Scandia’s first in-country acquisition, that of Osmium, occurred at a later stage of startup development (i.e., the product stage, not the technology stage) and at a higher price. The result was a different PMI process. Unlike Lutetium and Erbium, the successful acquisition of Osmium owes much to a senior individual within Scandia who championed further relationships between the companies as early as the first meeting at Scandia’s headquarters: We presented the product and we started discussing some kind of a cooperation and this guy was very excited and actually this guy—I was with him kind of since then until he left, and he was kind of my mentor and sponsor inside the company. So he was actually the one that was pushing it and we were really surprised that he said, “let’s meet in Israel in two weeks,” and actually they did come to Israel two weeks after with like 4-5 people, got into additional discussion and then the first agreement was signed to start doing some kind of interfacing between Scandia and our solution . . . [and they have paid] up front for this kind of integration, assuming that the next step they will go into acquiring it, and this really happened.
This acquisition was successful despite Scandia’s relative lack of experience: Scandia was completely not organized for really getting a new company in . . . I think we kind of integrated together with Scandia’s existing team. We managed very quickly to bring new ideas and new directions into the team, but it wasn’t like given, and that’s a Scandia style . . . It’s not a very hierarchical company where everything flows from the top and cascades down. Things really happen at the bottom . . . It wasn’t clear that they owned the roadmap or we owned the roadmap. We kind of worked together. We had some ideas about how we could really boost the positioning and the functionality of the existing solution, which we managed to convince them of and actually execute it. In a relatively short time, we really changed the perception about this part of Scandia’s solution and significantly increased the number of customers that they had. So this was very successful, but it could have failed if the people on the other side were not that willing or accepting and we were not that pushy, because it was like: “Okay, try to do your best.” They were not really giving us a clear guidance about this.
The acquisition of Silver was more problematic. As one of Silver’s R&D managers explained, There were people who wanted to close Silver immediately, there were people who were looking for visionary things, but there was no one to think about the execution problem of taking this evolutionary path of what was there and turning that into something new, and put it through a reality check. I think it’s poor execution, not only strategically, but also engineering wise.

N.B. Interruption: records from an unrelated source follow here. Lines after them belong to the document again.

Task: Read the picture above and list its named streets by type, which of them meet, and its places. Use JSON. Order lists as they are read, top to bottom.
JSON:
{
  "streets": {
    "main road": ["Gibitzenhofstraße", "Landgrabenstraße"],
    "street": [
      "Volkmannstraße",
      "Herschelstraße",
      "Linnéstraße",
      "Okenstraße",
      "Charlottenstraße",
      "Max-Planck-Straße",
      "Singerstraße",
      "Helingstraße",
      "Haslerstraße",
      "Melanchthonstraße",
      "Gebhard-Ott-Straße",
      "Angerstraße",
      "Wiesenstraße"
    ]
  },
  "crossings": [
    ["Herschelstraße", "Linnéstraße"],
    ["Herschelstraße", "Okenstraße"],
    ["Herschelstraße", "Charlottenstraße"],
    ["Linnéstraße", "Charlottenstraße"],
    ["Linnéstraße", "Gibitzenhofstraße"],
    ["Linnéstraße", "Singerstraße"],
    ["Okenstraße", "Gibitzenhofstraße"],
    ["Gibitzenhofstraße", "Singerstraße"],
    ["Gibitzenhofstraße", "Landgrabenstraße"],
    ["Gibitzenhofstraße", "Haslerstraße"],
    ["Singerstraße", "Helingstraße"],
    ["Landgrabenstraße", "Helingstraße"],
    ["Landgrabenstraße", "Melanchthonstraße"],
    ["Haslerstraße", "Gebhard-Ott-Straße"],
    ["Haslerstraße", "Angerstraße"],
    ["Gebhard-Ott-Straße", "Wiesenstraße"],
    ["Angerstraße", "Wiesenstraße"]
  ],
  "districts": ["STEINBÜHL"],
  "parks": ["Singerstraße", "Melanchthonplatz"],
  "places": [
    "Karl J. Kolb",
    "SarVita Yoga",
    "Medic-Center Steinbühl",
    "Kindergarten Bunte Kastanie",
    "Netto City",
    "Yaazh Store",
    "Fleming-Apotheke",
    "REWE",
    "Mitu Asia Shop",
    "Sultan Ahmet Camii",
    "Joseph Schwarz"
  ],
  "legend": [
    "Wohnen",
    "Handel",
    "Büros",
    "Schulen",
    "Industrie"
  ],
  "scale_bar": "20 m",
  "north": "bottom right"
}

The acquisition of Palladium involved a strong executive champion within Columbite. The CEO of Palladium commented, Now there’s always an internal champion in processes like this. Without somebody inside who has the passion, who gets it and knows that this is something that has to happen, it’s important for the business, and [who] is willing to spend a lot of time evangelizing internally because out of pure belief, it’s hard to get those deals done. So there were some key people within Columbite, not very senior, but smart enough to understand what we were doing and what the customers were looking for, who kept hounding to say we’ve got to do this, we’ve got to look at this. And they looked at . . . once they decided to look at the space, they looked at the space, not just us. We had a very good interaction with them, and we had, I think, a key position in the field, which is important for them.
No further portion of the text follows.